Directions:
Restate, word for word, the lines from the opening line of the data through the line containing "Input: one rendered map. Convert", both included, and nothing else.

··· Records to use ···

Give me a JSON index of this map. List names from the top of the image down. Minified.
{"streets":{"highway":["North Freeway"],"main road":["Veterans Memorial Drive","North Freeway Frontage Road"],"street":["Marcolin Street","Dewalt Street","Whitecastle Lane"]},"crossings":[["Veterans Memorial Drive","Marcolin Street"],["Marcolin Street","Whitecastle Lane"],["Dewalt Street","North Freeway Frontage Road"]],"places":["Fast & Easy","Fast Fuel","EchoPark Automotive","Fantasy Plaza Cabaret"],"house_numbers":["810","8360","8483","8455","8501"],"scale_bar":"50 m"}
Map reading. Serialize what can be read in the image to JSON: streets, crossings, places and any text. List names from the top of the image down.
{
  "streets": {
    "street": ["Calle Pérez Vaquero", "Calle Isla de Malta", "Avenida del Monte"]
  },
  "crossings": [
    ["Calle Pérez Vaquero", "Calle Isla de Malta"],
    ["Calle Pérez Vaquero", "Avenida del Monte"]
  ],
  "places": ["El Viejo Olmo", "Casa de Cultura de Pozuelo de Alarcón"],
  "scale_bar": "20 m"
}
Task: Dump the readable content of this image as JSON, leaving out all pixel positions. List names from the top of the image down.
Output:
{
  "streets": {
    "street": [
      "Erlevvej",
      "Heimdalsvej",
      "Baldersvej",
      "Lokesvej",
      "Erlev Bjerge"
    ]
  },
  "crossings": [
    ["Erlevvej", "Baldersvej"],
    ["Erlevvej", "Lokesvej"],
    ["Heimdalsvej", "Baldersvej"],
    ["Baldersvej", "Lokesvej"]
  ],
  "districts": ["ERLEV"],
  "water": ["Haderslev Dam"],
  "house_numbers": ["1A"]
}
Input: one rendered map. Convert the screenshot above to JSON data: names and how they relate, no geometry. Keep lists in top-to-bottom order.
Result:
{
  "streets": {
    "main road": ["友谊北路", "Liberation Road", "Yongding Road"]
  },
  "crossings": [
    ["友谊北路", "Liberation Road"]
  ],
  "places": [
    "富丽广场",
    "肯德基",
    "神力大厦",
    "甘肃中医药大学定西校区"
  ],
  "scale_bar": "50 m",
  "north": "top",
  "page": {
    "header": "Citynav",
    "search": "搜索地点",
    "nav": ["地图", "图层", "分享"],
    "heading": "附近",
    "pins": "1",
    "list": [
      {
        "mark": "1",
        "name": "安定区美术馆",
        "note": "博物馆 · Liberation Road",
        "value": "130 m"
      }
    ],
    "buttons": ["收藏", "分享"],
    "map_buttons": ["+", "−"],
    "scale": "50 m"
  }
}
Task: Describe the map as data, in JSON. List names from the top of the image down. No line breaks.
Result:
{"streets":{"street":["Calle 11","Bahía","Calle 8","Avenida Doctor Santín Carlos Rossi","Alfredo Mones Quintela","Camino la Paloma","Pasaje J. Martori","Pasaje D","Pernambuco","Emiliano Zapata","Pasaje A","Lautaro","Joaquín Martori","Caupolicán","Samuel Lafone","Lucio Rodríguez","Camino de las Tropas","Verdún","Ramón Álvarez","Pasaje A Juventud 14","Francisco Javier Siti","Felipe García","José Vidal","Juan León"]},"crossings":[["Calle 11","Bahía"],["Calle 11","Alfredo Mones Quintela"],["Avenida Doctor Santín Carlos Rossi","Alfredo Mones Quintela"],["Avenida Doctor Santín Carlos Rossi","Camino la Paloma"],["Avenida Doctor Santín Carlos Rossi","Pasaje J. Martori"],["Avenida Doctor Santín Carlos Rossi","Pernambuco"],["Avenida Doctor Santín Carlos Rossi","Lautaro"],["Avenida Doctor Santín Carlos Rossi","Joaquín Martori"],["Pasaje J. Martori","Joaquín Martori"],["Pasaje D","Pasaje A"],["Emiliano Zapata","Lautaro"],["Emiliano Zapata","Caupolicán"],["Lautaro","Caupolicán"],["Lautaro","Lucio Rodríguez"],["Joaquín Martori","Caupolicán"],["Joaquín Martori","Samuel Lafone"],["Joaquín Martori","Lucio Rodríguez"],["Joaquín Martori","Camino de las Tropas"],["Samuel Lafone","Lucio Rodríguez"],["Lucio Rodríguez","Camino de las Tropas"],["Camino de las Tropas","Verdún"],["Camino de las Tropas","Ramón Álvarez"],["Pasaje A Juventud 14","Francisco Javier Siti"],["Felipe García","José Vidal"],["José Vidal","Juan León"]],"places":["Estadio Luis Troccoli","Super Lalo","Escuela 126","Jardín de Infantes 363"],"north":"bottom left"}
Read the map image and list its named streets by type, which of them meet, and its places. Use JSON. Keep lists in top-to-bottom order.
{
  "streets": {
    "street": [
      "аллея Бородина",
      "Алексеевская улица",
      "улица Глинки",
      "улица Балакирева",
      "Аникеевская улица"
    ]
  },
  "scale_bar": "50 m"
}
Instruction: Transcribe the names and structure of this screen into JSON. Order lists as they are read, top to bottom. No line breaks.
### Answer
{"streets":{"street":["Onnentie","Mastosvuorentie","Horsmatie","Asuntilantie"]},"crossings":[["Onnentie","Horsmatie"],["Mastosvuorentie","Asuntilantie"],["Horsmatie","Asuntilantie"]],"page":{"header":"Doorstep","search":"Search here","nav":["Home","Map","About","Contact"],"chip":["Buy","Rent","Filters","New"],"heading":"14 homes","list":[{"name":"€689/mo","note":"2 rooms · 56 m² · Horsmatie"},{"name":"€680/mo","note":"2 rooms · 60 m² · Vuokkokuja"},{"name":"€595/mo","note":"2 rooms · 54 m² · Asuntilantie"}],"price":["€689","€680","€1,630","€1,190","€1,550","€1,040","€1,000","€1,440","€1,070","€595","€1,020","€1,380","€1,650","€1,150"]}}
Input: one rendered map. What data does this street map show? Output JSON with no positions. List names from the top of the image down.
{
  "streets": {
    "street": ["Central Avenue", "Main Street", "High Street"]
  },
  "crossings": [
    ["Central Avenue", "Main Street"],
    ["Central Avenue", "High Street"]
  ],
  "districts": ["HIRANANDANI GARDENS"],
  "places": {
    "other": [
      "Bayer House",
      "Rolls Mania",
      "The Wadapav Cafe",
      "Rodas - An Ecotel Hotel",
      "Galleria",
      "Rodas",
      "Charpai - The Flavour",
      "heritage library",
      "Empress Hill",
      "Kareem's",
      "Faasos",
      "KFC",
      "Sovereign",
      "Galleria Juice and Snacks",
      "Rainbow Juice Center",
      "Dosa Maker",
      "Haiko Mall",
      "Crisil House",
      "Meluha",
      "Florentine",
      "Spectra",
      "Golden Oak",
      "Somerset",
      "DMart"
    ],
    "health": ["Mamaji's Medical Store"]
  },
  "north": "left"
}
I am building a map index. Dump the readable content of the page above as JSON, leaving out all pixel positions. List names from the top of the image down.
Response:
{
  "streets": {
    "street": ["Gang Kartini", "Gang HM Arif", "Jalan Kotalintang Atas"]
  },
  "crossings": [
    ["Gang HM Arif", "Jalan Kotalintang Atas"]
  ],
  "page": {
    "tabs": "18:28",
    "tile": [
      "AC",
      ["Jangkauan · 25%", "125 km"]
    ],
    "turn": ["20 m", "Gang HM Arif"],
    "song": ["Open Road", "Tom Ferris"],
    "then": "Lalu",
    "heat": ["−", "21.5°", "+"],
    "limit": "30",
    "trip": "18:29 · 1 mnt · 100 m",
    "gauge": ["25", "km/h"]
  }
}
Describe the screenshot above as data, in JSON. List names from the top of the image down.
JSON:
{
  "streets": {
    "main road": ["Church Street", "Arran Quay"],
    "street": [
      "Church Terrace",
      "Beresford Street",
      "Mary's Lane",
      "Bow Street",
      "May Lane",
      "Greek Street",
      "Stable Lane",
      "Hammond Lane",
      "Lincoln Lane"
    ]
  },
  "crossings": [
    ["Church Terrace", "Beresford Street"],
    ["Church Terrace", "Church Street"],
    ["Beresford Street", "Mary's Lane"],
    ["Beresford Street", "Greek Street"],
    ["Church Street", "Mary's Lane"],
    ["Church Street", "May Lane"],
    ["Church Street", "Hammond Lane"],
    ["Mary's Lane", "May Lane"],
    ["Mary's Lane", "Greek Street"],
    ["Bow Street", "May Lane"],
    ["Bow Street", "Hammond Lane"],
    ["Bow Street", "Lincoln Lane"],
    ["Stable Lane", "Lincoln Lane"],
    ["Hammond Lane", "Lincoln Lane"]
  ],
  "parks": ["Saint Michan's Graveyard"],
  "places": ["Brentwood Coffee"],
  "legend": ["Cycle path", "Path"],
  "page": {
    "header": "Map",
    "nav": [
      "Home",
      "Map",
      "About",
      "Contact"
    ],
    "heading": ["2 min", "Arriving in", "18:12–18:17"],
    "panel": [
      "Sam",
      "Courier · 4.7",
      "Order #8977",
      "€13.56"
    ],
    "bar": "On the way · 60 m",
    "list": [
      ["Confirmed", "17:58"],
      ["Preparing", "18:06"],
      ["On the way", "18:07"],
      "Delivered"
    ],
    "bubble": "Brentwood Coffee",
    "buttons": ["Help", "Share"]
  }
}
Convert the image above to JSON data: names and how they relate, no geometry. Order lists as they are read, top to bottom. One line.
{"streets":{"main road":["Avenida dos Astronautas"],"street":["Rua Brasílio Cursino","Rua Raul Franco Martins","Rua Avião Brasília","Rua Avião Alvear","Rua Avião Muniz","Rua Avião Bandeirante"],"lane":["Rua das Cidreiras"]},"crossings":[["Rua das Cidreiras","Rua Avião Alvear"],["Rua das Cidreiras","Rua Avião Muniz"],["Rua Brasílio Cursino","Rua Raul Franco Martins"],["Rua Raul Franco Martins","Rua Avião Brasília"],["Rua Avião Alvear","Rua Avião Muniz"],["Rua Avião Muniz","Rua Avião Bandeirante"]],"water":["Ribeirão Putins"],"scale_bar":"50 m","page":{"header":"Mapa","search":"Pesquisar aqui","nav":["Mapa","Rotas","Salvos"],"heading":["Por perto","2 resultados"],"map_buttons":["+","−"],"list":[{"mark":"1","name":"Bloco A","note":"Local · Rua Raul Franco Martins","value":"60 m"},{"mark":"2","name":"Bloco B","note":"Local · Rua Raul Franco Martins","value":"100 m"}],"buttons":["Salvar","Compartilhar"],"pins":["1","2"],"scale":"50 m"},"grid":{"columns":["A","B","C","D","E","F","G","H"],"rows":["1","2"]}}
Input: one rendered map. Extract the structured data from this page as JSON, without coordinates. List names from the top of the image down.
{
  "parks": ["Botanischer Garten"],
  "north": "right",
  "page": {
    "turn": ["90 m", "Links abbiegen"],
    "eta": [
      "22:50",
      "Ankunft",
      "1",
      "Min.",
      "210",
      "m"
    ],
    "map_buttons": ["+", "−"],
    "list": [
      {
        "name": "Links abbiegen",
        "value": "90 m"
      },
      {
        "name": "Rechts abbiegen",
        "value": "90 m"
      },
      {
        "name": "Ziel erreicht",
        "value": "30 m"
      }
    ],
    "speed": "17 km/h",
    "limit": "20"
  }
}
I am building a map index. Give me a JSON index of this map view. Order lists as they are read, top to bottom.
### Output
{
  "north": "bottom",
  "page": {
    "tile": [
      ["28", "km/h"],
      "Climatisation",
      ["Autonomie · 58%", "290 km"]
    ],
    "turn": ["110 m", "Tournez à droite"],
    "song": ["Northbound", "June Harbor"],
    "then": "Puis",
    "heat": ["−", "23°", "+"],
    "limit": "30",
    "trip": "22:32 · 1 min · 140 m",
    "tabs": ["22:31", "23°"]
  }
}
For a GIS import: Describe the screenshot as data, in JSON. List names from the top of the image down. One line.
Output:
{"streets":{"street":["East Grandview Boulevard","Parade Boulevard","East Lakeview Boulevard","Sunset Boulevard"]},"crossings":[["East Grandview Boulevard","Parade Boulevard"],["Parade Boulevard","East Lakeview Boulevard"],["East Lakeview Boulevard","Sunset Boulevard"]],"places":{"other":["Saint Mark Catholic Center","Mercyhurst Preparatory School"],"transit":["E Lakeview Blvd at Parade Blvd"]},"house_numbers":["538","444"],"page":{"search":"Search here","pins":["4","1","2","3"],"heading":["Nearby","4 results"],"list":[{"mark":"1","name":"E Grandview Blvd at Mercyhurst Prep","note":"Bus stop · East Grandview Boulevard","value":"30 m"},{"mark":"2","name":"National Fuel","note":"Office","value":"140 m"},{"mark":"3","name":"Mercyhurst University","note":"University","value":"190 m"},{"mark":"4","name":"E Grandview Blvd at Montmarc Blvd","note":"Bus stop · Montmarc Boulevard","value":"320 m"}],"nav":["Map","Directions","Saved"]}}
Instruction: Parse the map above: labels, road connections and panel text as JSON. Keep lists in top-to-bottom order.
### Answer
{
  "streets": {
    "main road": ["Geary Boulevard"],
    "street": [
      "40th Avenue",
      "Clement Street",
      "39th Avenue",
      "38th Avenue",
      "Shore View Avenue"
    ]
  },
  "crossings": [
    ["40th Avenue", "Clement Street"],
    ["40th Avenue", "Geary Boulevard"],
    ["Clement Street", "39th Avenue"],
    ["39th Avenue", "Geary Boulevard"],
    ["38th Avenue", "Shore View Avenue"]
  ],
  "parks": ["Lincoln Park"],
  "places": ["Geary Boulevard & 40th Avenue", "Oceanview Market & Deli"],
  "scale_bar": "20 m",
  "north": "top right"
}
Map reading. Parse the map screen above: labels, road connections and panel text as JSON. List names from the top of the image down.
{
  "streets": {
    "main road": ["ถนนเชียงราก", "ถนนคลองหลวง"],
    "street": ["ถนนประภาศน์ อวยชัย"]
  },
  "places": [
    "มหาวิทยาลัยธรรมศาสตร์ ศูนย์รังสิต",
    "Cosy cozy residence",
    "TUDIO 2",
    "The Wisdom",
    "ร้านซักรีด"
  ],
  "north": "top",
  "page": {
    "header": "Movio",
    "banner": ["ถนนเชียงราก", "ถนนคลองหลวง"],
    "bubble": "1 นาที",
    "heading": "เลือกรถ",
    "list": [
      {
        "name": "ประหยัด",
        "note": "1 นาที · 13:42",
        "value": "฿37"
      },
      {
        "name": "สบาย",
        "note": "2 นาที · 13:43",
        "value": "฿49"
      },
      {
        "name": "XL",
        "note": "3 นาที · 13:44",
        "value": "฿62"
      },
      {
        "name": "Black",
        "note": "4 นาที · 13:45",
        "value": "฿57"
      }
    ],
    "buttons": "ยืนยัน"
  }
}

···

Answer below:
Give me a JSON index of this map. List names from the top of the image down. Minified.
{"streets":{"highway":["North Freeway"],"main road":["Veterans Memorial Drive","North Freeway Frontage Road"],"street":["Marcolin Street","Dewalt Street","Whitecastle Lane"]},"crossings":[["Veterans Memorial Drive","Marcolin Street"],["Marcolin Street","Whitecastle Lane"],["Dewalt Street","North Freeway Frontage Road"]],"places":["Fast & Easy","Fast Fuel","EchoPark Automotive","Fantasy Plaza Cabaret"],"house_numbers":["810","8360","8483","8455","8501"],"scale_bar":"50 m"}
Map reading. Serialize what can be read in the image to JSON: streets, crossings, places and any text. List names from the top of the image down.
{
  "streets": {
    "street": ["Calle Pérez Vaquero", "Calle Isla de Malta", "Avenida del Monte"]
  },
  "crossings": [
    ["Calle Pérez Vaquero", "Calle Isla de Malta"],
    ["Calle Pérez Vaquero", "Avenida del Monte"]
  ],
  "places": ["El Viejo Olmo", "Casa de Cultura de Pozuelo de Alarcón"],
  "scale_bar": "20 m"
}
Task: Dump the readable content of this image as JSON, leaving out all pixel positions. List names from the top of the image down.
Output:
{
  "streets": {
    "street": [
      "Erlevvej",
      "Heimdalsvej",
      "Baldersvej",
      "Lokesvej",
      "Erlev Bjerge"
    ]
  },
  "crossings": [
    ["Erlevvej", "Baldersvej"],
    ["Erlevvej", "Lokesvej"],
    ["Heimdalsvej", "Baldersvej"],
    ["Baldersvej", "Lokesvej"]
  ],
  "districts": ["ERLEV"],
  "water": ["Haderslev Dam"],
  "house_numbers": ["1A"]
}
Input: one rendered map. Convert the screenshot above to JSON data: names and how they relate, no geometry. Keep lists in top-to-bottom order.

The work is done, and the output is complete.